Imperial College Faculty Building - London



Architect
Foster + Partners
Date Built
2004
Location
Imperial College London
Description
The Imperial College Faculty Building sits in a courtyard setting completely surrounded by college buildings built in the 1950s and 1060s.  It is the fourth building to be erected in response to the masterplan for the college drawn up by Foster + Partners.  Its purpose is to bring together under one roof the faculty of the college providing, as it does, " ... four levels of office accommodation, a combination of open-plan spaces around the central core and cellular offices at the buildings periphery. The two basement levels provide parking spaces for 30 cars and secure storage for 600 bicycles, satisfying the requirement for the entire campus."

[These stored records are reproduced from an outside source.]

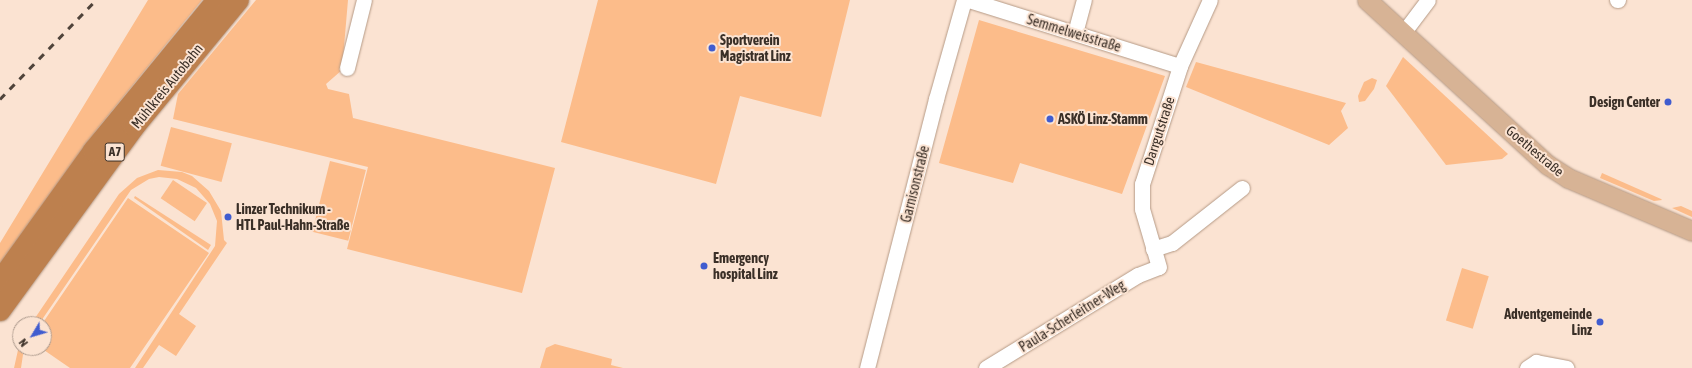 <!DOCTYPE html>
<html>
<head>
<meta charset="utf-8">
<style>
	body { margin:0 }
	#map { position:relative; width:1692px; height:368px; overflow:hidden; background:#fbe3d2; font-family:"Asap Condensed",sans-serif }
	div>[style] { position:absolute }
	.green>* { inset:0; background:#fcbc8a; transform-origin:0 0 }
	.roads { filter:drop-shadow(0 0 1px #b59a86) drop-shadow(0 0 1px #b59a86) }
	.minor>* { height:15px; margin:-7.5px; padding:0 7.5px; transform-origin:7.5px; border-radius:7.5px; background:#fff }
	.major>* { height:19px; margin:-9.5px; padding:0 9.5px; transform-origin:9.5px; border-radius:9.5px; background:#d7b395 }
	.highway>* { height:22px; margin:-11px; padding:0 11px; transform-origin:11px; border-radius:11px; background:#bd804e }
	.rail>* { height:3px; margin-top:-1.5px; transform-origin:0; background:repeating-linear-gradient(90deg,#4f433a 0 7px,transparent 0 14px) }
	.dots>* { width:11px; height:11px; translate:-50% -50%; box-sizing:border-box; border:2px solid #fbe3d2; border-radius:50% }
	span { translate:-50% -50%; white-space:nowrap; text-align:center; line-height:1.15; -webkit-text-stroke:4px #fbe3d2; paint-order:stroke }
	.shield-label span { padding:1px 3px; background:#fbe3d2; border:1px solid; border-radius:3px; -webkit-text-stroke-width:0 }
	.shield-label { font-size:13px; color:#3a2f27; font-weight:700 }
	.street-label { font-size:14px; color:#3a2f27 }
	.poi-label { font-size:14px; color:#3a2f27; font-weight:700 }
	.left { translate:0 -50%; text-align:left }
	.right { translate:-100% -50%; text-align:right }
	.north { position:absolute; left:12px; top:316px; width:40px; height:40px; box-sizing:border-box; background:#fbe3d2; border:1px solid #ae9b8e; border-radius:50%; rotate:232deg; font-size:11px; font-weight:700; line-height:16px; text-align:center; color:#3a2f27 }
	.north::after { content:''; display:block; margin:auto; width:14px; height:18px; background:#405ccf; clip-path:polygon(50% 0,100% 100%,50% 72%,0 100%) }
</style>
</head>
<body>
<div id="map">
	<div class="green">
		<div style="clip-path:polygon(148px 0,202px 0,98px 128px,0 264px,0 243px)"></div>
		<div style="clip-path:polygon(256px 0,348px 0,342px 70px,326px 84px,328px 89px,349px 94px,353px 118px,555px 168px,522px 293px,347px 249px,368px 167px,173px 119px,178px 94px)"></div>
		<div style="clip-path:polygon(598px 0,850px 0,821px 117px,740px 96px,716px 184px,561px 142px)"></div>
		<div style="clip-path:polygon(979px 20px,1165px 76px,1122px 194px,1020px 163px,1013px 183px,939px 163px)"></div>
		<div style="clip-path:polygon(1403px 57px,1508px 154px,1502px 159px,1446px 165px,1386px 86px)"></div>
		<div style="clip-path:polygon(1196px 62px,1346px 103px,1341px 111px,1348px 128px,1329px 145px,1186px 87px)"></div>
		<div style="clip-path:polygon(1372px 78px,1377px 80px,1374px 89px,1365px 101px,1359px 102px,1358px 96px,1364px 82px)"></div>
		<div style="left:171px;top:127px;width:63px;height:40px;rotate:15deg"></div>
		<div style="left:330px;top:161px;width:37px;height:73px;rotate:14deg"></div>
		<div style="clip-path:polygon(158px 170px,182px 172px,192px 176px,209px 191px,221px 211px,224px 240px,227px 243px,179px 314px,196px 326px,176px 356px,159px 345px,143px 368px,135px 368px,215px 246px,217px 221px,210px 204px,196px 188px,177px 179px,159px 177px,149px 179px,131px 190px,39px 324px,31px 324px,119px 194px,137px 178px)"></div>
		<div style="clip-path:polygon(1602px 173px,1661px 199px,1662px 200px,1654px 201px,1600px 178px)"></div>
		<div style="left:173px;top:180px;width:41px;height:22px;rotate:34deg"></div>
		<div style="clip-path:polygon(135px 196px,211px 245px,208px 250px,134px 198px)"></div>
		<div style="clip-path:polygon(128px 198px,209px 253px,130px 368px,70px 368px,41px 348px,44px 348px,44px 324px,42px 324px)"></div>
		<div style="clip-path:polygon(1681px 206px,1692px 211px,1692px 217px,1672px 208px)"></div>
		<div style="left:1462px;top:268px;width:28px;height:55px;rotate:17deg"></div>
		<div style="clip-path:polygon(20px 341px,20px 348px,24px 348px,21px 368px,14px 368px)"></div>
		<div style="clip-path:polygon(555px 344px,612px 359px,611px 365px,623px 368px,540px 368px,546px 348px)"></div>
	</div>
	<div class="roads">
		<div class="minor">
			<div style="left:969px;top:0;width:221px;rotate:17.4deg"></div>
			<div style="left:1617px;top:0;width:1px"></div>
			<div style="left:1075px;top:33px;width:34px;rotate:-75deg"></div>
			<div style="left:1403px;top:33px;width:41px;rotate:-52.9deg"></div>
			<div style="left:347px;top:68px;width:70px;rotate:-76deg"></div>
			<div style="left:1153px;top:249px;width:20px;rotate:-18deg"></div>
			<div style="left:1172px;top:243px;width:89px;rotate:-38.2deg"></div>
			<div style="left:867px;top:368px;width:278px;rotate:-75.6deg"></div>
			<div style="left:936px;top:99px;width:103px;rotate:-74.2deg"></div>
			<div style="left:986px;top:368px;width:178px;rotate:-31.5deg"></div>
			<div style="left:1138px;top:275px;width:22px;rotate:-21deg"></div>
			<div style="left:1159px;top:267px;width:60px;rotate:-106.3deg"></div>
			<div style="left:1142px;top:209px;width:25px;rotate:-90deg"></div>
			<div style="left:1142px;top:184px;width:124px;rotate:-72.1deg"></div>
			<div style="left:1180px;top:66px;width:72px;rotate:-65.6deg"></div>
			<div style="left:1527px;top:368px;width:11px;rotate:-34deg"></div>
			<div style="left:1536px;top:362px;width:31px;rotate:11deg"></div>
		</div>
		<div class="major">
			<div style="left:1367px;top:0;width:245px;rotate:42.4deg"></div>
			<div style="left:1548px;top:165px;width:24px;rotate:33deg"></div>
			<div style="left:1568px;top:178px;width:135px;rotate:23.1deg"></div>
		</div>
		<div class="highway">
			<div style="left:0;top:282px;width:161px;rotate:-54.3deg"></div>
			<div style="left:94px;top:151px;width:195px;rotate:-50.6deg"></div>
			<div style="left:0;top:310px;width:228px;rotate:-53.9deg"></div>
			<div style="left:134px;top:126px;width:163px;rotate:-50.5deg"></div>
		</div>
	</div>
	<div class="rail">
		<div style="left:0;top:99px;width:138px;rotate:-45.9deg"></div>
	</div>
	<div class="dots">
		<div style="left:712px;top:48px;background:#405ccf"></div>
		<div style="left:1668px;top:102px;background:#405ccf"></div>
		<div style="left:1050px;top:119px;background:#405ccf"></div>
		<div style="left:228px;top:217px;background:#405ccf"></div>
		<div style="left:704px;top:266px;background:#405ccf"></div>
		<div style="left:1600px;top:322px;background:#405ccf"></div>
	</div>
	<div class="shield-label">
		<span style="left:115px;top:152px">A7</span>
	</div>
	<div class="street-label">
		<span style="left:1074px;top:33px;rotate:17deg">Semmelweisstraße</span>
		<span style="left:167px;top:86px;rotate:-51deg">Mühlkreis Autobahn</span>
		<span style="left:1159px;top:131px;rotate:-72deg">Darrgutstraße</span>
		<span style="left:1535px;top:151px;rotate:40deg">Goethestraße</span>
		<span style="left:915px;top:184px;rotate:-76deg">Garnisonstraße</span>
		<span style="left:1072px;top:316px;rotate:-32deg">Paula-Scherleitner-Weg</span>
	</div>
	<div class="poi-label">
		<span class="left" style="left:720px;top:48px">Sportverein<br>Magistrat Linz</span>
		<span class="right" style="left:1660px;top:102px">Design Center</span>
		<span class="left" style="left:1058px;top:119px">ASKÖ Linz-Stamm</span>
		<span class="left" style="left:236px;top:217px">Linzer Technikum -<br>HTL Paul-Hahn-Straße</span>
		<span class="left" style="left:713px;top:266px">Emergency<br>hospital Linz</span>
		<span class="right" style="left:1592px;top:322px">Adventgemeinde<br>Linz</span>
	</div>
	<div class="north">N</div>
</div>
</body>
</html>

On its own the building would catch your attention but surrounded by the rather drab concrete and glass buildings of a much earlier generation it literally glows.  As the RIBA website puts it, " ... this ink-blue building, with its apparent simplicity of form, is of a mix of some shock and pleasant surprise."

The cladding is made up of what the Foster + Partners website describes as, " ... a seemingly random distribution of opaque panels in three shades of vivid blue, chosen by the Danish artist Per Arnoldi, (which respond) .... to the path of the sun and the buildings shading requirements."  A gently sloping ramp passes through the building providing a short-cut through the campus.